Friday, June 13, 2008

Ignore this post if you are in a happy mood

If you are happy,ignore this post. If you have read this post,don't show any sympathy.

I love to emo.Emo is hobby.
I am a mixed blood person.My blood is a set comprises of elements of sadness,depression and pessimism.
While, I rarely talk about my life,my family and my childhood.Even if i do, I always portrait them in a very nice way.
In front of most people, I am always an enthusiatic, positive and super cheerful girl.
Am i a good actress?I think I am.I am simply a hyprocite who put up a fake mask to everyone including herself.
In life,you got to pretend.Only when you pretend that you are leading a cheerful life, then you can forget about things.
Do i have a happy childhood?I do,but only partially.If i can conclude my life journey using one word,it will be tough.

My parents separated since i was small.The few times I saw them together is when they are quarelling over money issues.
They divorced when I was 4.My father visits me twice a year.Once in the beginning of the year,the other time is during my birthday.He will always bring me a white cream cake during my birthday.
My mum used to hit me when i was unable to reach her high expectation.I learnt how to hold back my tears since then.Everytime she hits me, I often wish I could have a father by my side.In fact,it's just my fat hope.
My beloved grandfather who is really good to me passed away on Chinese new year.Since then,every chinese new year I had is full of tears and unhappiness.
The first time i run away from home is at the age of 9 when i couldn't stand my family or my life anymore.

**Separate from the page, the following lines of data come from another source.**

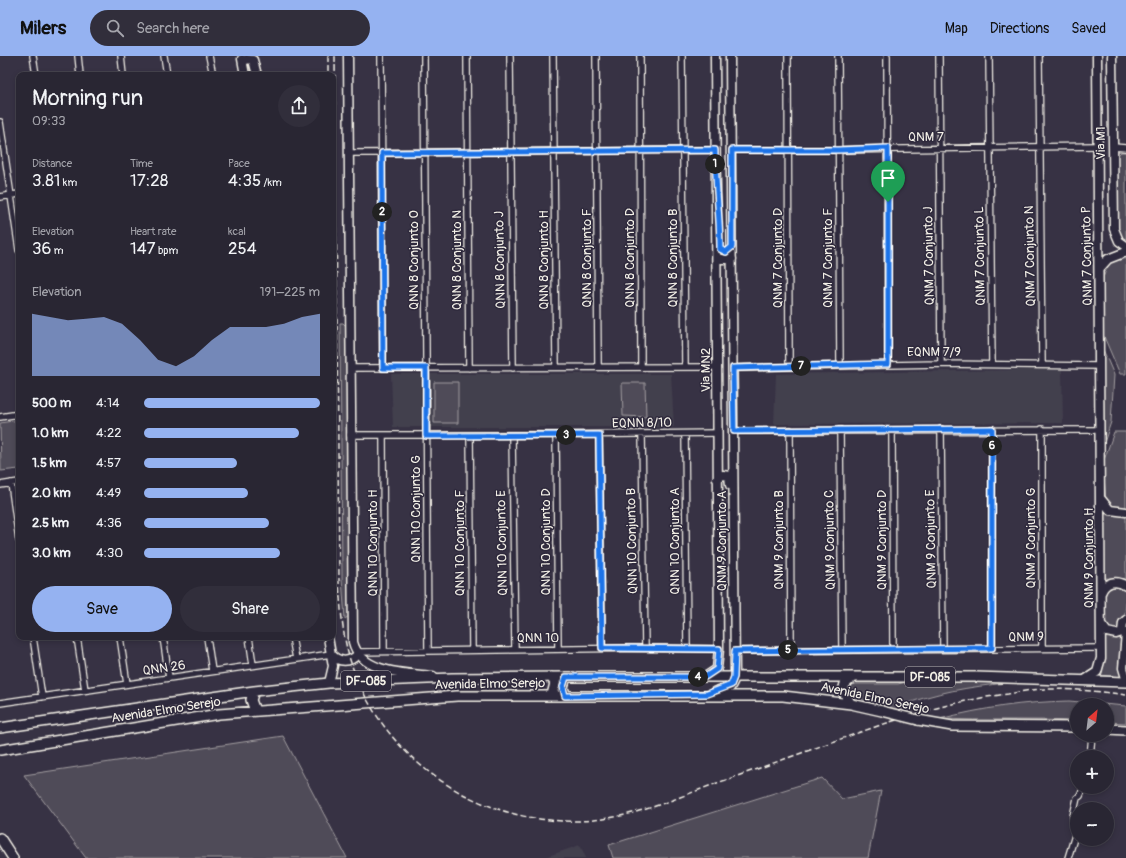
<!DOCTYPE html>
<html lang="en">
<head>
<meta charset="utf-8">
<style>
  :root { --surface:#292633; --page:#312e3b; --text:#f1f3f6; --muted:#a5a5ac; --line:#45434e; --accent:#95b2f1 }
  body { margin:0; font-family:Pangolin,sans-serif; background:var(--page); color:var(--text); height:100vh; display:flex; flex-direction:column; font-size:15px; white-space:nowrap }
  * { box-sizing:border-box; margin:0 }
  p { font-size:13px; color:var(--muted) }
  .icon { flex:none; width:22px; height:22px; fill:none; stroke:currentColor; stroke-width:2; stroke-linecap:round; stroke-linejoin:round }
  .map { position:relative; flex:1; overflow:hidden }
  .panel { position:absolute; left:16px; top:16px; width:320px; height:568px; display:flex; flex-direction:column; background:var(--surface); border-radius:8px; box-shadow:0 2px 6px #0003,0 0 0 1px var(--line) }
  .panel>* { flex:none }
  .needle { width:26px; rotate:28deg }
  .fabs { position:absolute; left:1070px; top:642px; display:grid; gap:8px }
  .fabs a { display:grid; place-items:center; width:44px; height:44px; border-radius:50%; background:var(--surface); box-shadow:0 2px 6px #0003,0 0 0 1px var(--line); font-size:20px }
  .pin { position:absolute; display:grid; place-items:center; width:34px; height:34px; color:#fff; margin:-41px -17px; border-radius:50% 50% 50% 0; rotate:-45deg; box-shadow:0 0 4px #0007 }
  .pin .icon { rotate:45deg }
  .km { position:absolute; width:20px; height:20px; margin:-10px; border-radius:50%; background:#222; color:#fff; font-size:11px; line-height:20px; text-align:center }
  .round { display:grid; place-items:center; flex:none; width:42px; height:42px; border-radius:21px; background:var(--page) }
  .summary { display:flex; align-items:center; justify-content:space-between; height:68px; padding:0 16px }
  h1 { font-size:22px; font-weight:600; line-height:30px }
  .figures { display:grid; grid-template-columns:repeat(3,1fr); gap:6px; height:68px; padding:4px 16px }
  .figures div { display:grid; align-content:center }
  .figures b { font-size:17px; font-weight:600 }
  .figures small { font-size:11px; font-weight:400 }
  .figures p { font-size:11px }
  .chart { height:112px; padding:8px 16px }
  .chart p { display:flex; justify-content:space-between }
  .chart svg { width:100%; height:72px; margin-top:4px; fill:var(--accent); opacity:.7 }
  .button { display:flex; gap:8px; margin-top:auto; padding:8px 16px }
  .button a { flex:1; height:46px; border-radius:24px; background:var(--accent); color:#111; font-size:16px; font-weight:600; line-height:46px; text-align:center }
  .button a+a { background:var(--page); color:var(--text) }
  ul { padding:0 16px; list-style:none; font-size:13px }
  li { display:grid; grid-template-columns:64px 48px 1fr; align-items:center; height:30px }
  li i { height:10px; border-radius:5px; background:var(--accent) }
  header { display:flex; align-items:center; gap:24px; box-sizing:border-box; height:56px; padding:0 20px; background:var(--accent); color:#111 }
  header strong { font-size:19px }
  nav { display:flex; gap:22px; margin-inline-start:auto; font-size:14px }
  .search { width:280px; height:36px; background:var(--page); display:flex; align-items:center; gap:10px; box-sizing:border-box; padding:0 14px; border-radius:22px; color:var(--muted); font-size:15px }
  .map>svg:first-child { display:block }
  .built { fill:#433f4e }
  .green { fill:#504b59; stroke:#a29ea0 }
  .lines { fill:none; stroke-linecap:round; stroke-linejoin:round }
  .minor-casing { stroke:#f4f1e8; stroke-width:8 }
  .secondary-casing { stroke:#f4f1e8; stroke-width:11 }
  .primary-casing { stroke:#f4f1e8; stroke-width:12 }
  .minor { stroke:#2f2a3d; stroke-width:5.5 }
  .secondary { stroke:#2f2a3d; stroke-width:8 }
  .primary { stroke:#2f2a3d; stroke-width:9 }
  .rail { stroke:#f4f1e8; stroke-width:1.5; stroke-dasharray:6 3; stroke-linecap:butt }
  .primary-bridge-casing { stroke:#f4f1e8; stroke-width:12; stroke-linecap:butt }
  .primary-bridge { stroke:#2f2a3d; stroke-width:9 }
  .route-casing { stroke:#fff; stroke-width:8 }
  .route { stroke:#1a73e8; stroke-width:5 }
  .labels { text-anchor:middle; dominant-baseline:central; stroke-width:3; stroke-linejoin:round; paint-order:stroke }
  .shield { fill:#2f2a3d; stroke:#b9b5b5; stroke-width:1 }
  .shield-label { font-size:12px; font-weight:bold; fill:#f4f1e8 }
  .street-label { font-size:13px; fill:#f4f1e8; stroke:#2f2a3d }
</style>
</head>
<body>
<header>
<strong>Milers</strong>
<div class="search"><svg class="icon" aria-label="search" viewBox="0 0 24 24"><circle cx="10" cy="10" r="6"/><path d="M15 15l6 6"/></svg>Search here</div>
<nav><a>Map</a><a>Directions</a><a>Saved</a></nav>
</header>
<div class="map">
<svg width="1126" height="802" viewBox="0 0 1126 802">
  <rect width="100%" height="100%" fill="#373244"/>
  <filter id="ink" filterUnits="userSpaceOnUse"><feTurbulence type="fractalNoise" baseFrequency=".025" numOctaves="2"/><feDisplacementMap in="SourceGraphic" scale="8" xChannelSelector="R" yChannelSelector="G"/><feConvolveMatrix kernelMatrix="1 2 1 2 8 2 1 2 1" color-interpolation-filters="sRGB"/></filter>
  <g filter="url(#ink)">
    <path class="built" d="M1062,313L1063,367L774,368L776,318Z
      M391,318H671L674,371H393Z
      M580,789L586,802H542Z"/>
    <path class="green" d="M1121,96H1126V186L1122,183L1117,175L1116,106L1117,100Z
      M1123,200H1126V318H1120L1102,276V224L1109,207Z
      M340,267H343L346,270L349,560L345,563L342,523Z
      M1102,291L1114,319L1111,366L1103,390Z
      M434,326H458V367H434Z
      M622,327H645L646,361L623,360Z
      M19,364V413L1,415L0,367Z
      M1114,376H1126V453L1113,452L1106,446L1103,407Z
      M1103,458L1126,459V523L1104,522Z
      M1114,529L1126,535C1126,549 1126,560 1120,573L1111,575L1104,567V536Z
      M1105,581L1113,583L1122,582L1119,609L1123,621L1098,619L1104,608Z
      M910,625H1006V627C970,631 935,636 901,650L902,655L852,641L847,636L848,630L852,628H898Z
      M1069,645L1126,650V667L1107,666V649H1077V665C1031,663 985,665 939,663C984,652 1022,646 1069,645Z
      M283,680L347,802H86L24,719Z
      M822,722L842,743L881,735L868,802H613L609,789Z"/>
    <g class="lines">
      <defs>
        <path id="minor" d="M33,0L36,19
          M78,0L80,19
          M121,0L123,19
          M164,0L167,19
          M209,0L213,19
          M381,0L383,312
          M424,0L428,595
          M467,0L469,312
          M510,0L513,312
          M553,0L556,311
          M596,0L598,310
          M640,0L641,310
          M682,0L685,310
          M788,0L789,310
          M838,0L840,309
          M887,0L888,308
          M939,0L941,308
          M989,0L992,308
          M1039,0L1042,308
          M0,66L19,194
          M1113,91L1126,92
          M732,94H838L1097,90
          M349,97L715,94
          M0,141L19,138
          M351,312L718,311
          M733,312L941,308L1100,310
          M0,361L19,358
          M941,373L943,593
          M992,373V592
          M790,374L791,594
          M840,374L842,594
          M734,375L1099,374
          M892,375L893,593
          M642,378L645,592
          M685,378L687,592
          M350,379H556L718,377
          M383,379L384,595
          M556,379L558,593
          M599,379L602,592
          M470,380L472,594
          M512,380L515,593
          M11,427L19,484
          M0,429L19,426
          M33,581L42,641
          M77,581L85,634
          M120,581L127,628
          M163,581L169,622
          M207,581L212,615
          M249,581L253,609
          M292,581L296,603
          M1042,592V373
          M735,595L1101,592
          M357,596L645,592L719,593
          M0,647L331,598
          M1090,701L1092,679
          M1068,802L1075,779L1073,760L1077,742L1080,740L1084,731"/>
        <path id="secondary" d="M348,0L353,586C361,618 407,617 433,620
          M730,0L735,621
          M1112,0L1114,173L1119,185L1126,190
          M242,3L245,19
          M243,7L246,3L253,4L257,19
          M717,203H732
          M1099,213L1108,203L1126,196
          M717,423L723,419L729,420L730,429
          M1101,443L1110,454L1126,456
          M1101,537C1105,526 1116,523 1126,530
          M1101,568L1107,576L1116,578L1122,576L1123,567L1126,564
          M1126,577L1123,612L1126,622
          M328,581L333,610L329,627
          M331,598C339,607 350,607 358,598
          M705,621L717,613L719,593L715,0
          M1086,623L1097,616L1101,602L1097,0"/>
        <path id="primary" d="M551,621L555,627L552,639
          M254,635L251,644L255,655
          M715,636L730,631L735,621
          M565,639L563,631L566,621
          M851,648L843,635L845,628L853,621
          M918,664L952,670L1077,671
          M0,672L254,635L329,627L452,622L566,621H975L1126,626
          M1107,673L1126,674
          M0,694L219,658L457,640H783L851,648L882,655
          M0,782L13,802"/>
      </defs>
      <use href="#minor" class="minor-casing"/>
      <use href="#secondary" class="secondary-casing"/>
      <use href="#primary" class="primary-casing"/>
      <use href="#minor" class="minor"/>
      <use href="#secondary" class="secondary"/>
      <use href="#primary" class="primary"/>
      <path class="rail" d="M328,0V19
        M335,0L339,526C341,558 343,590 356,620C396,719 502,780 609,762C646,756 682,740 717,727C758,713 798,698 838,684C894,664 949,645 1008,638C1020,636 1033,633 1045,633C1072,633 1100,635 1126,639"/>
      <defs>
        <path id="primary-bridge" d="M882,655L918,664"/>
      </defs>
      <use href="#primary-bridge" class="primary-bridge-casing"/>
      <use href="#primary-bridge" class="primary-bridge"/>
    </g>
  </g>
  <g class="lines" filter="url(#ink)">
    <defs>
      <path id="route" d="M888,92V308L733,312L734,375L992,373V592L735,595L734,621L731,629L707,638L565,640L563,631L566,621H705L717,613L719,593L602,592L599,379L426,380V312H383L382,97L715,94C715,127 720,159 720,193L726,196L732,191V94H838Z"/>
    </defs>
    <use href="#route" class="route-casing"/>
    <use href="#route" class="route"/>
  </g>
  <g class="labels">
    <g class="shield">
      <rect x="905" y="611" width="50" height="20" rx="3"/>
      <rect x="341" y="615" width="50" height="20" rx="3"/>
    </g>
    <g class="shield-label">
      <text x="930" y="621">DF-085</text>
      <text x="366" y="625">DF-085</text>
    </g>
    <g class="street-label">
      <text x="926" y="81">QNM 7</text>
      <text transform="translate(1101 87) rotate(-90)">Via M1</text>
      <text transform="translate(929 200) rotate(-91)">QNM 7 Conjunto J</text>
      <text transform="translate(980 200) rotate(-91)">QNM 7 Conjunto L</text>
      <text transform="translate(1030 200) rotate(-91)">QNM 7 Conjunto N</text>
      <text transform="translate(1087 200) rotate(-91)">QNM 7 Conjunto P</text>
      <text transform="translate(587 202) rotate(-90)">QNN 8 Conjunto F</text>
      <text transform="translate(630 202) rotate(-90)">QNN 8 Conjunto D</text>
      <text transform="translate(673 202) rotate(-90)">QNN 8 Conjunto B</text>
      <text transform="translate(778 202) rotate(-90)">QNM 7 Conjunto D</text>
      <text transform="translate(828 202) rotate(-90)">QNM 7 Conjunto F</text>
      <text transform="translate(414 204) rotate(-90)">QNN 8 Conjunto O</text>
      <text transform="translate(457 204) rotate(-90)">QNN 8 Conjunto N</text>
      <text transform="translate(500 204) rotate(-91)">QNN 8 Conjunto J</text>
      <text transform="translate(544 204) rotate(-90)">QNN 8 Conjunto H</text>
      <text x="934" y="296">EQNM 7/9</text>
      <text transform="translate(706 314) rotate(-90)">Via MN2</text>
      <text transform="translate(642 367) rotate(-1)">EQNN 8/10</text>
      <text transform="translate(416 453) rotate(-90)">QNN 10 Conjunto G</text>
      <text transform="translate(1031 482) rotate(-90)">QNM 9 Conjunto G</text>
      <text transform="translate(931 483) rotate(-91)">QNM 9 Conjunto E</text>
      <text transform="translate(779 484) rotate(-90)">QNM 9 Conjunto B</text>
      <text transform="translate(830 484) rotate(-91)">QNM 9 Conjunto C</text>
      <text transform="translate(882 484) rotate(-90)">QNM 9 Conjunto D</text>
      <text transform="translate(632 485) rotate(-91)">QNN 10 Conjunto B</text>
      <text transform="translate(675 485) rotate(-90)">QNN 10 Conjunto A</text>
      <text transform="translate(722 485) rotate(-90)">QNM 9 Conjunto A</text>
      <text transform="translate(546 486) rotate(-90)">QNN 10 Conjunto D</text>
      <text transform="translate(373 487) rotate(-90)">QNN 10 Conjunto H</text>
      <text transform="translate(460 487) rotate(-90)">QNN 10 Conjunto F</text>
      <text transform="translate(502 487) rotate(-91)">QNN 10 Conjunto E</text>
      <text transform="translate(1089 502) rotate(-90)">QNM 9 Conjunto H</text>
      <text transform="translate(1026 581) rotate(-1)">QNM 9</text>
      <text x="538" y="582">QNN 10</text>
      <text transform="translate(164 612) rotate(-8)">QNN 26</text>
      <text transform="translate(490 628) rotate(-1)">Avenida Elmo Serejo</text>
      <text transform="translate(875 642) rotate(12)">Avenida Elmo Serejo</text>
      <text transform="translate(166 654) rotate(-9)">Avenida Elmo Serejo</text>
    </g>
  </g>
</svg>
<div class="fabs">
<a><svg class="needle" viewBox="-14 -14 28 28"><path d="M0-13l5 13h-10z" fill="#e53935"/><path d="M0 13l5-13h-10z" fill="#a5a5ac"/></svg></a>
<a>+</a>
<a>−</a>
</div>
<div class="pin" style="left:888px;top:146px;background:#1e9e55"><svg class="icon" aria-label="arrive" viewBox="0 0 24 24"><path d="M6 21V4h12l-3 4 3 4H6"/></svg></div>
<b class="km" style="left:715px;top:108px">1</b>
<b class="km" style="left:382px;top:156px">2</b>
<b class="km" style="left:566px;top:379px">3</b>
<b class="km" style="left:698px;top:621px">4</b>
<b class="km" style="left:788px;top:594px">5</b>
<b class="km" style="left:992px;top:390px">6</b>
<b class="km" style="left:801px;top:310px">7</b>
<section class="panel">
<div class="summary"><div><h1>Morning run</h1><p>09:33</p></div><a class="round"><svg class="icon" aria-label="share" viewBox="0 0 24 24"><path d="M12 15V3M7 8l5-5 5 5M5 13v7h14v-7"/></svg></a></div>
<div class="figures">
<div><p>Distance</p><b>3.81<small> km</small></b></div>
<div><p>Time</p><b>17:28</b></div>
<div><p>Pace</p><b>4:35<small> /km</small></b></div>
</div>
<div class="figures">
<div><p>Elevation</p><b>36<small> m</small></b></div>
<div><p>Heart rate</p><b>147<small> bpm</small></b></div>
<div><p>kcal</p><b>254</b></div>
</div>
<div class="chart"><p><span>Elevation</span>191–225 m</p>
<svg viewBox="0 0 160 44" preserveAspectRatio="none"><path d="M0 44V6L10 8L20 10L30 9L40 8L50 12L60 22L70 34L80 38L90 32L100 22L110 14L120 14L130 14L140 12L150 8L160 6V44z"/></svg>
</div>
<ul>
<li><b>500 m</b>4:14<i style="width:100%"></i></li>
<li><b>1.0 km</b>4:22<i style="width:88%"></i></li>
<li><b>1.5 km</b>4:57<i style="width:53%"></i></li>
<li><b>2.0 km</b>4:49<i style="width:59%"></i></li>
<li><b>2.5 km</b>4:36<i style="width:71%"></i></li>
<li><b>3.0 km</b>4:30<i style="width:77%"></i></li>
</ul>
<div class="button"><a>Save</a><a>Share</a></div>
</section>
</div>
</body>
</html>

My family is poor.Last time i used to live squatter areas that can only be seen in the TV.We are forever belong to the low income group.
In 2002, my so called best friend at the times got together with someone i like after she told me that he likes me.In 2002, i realize that capablities is not the only powerful tool,money is more powerful.
In 2003, I celebrated new year's eve alone with nothing to eat.And during Chinese new year, I sitted at the void deck for 8 hours with nothing to eat and no one to talk to as I don't have the key to the place i live.
In 2004, i first knew there is a mental illness called depression and how powerful is the illness of depression.
My mum first fell ill when i was sec 3.I often hide a pen knife under my blanket back then and I used to wish that I could just sleep until the end.There is another major thing happend which really change my view about the world.I am hurt really deeply.Anyway it's just another sad thing.
My mum fell ill again when i was sec 4, when i was taking o level.It's between tumor and cancer.My whole life changed from then.I almost end up in nursing coz there is $800 subsidies for nursing student and my family need that $800 per month.

I told many people that going to poly is my wish.It's due to the fact that i don't like JC life.In fact,it's not.I gave up my top JC dream coz my family cannot afford me to have the dream.Going to poly means i have time to work and i need that income.
I work really hard not purely coz i want to be independent,it's coz that i need that income,i need the income for school fees,for my own allowance.
Dreams are bonded by reality.I tried to run away from reality,but i failed.I keep on running,but reality just hit me down.

From reality, I really learnt a lot.How to hide your tears away from the rest, how to pretend to be strong and how to fake to be cheerful when you are so hurt.
How i wish i can just do what i want to do with no worries regarding the material aspect.
My life is full of excitement,so exciting until sometimes i really cannot take it.I am just a human,not a superman.
Life,can you just let me take a break?I am so tired.Close my eyes tight and sleep soundly is just another wish of mine.

I am not someone full of vengenance.Ignore me,i will be fine tomorrow.Maybe i need to to sit by the sea side for while and get some fresh air.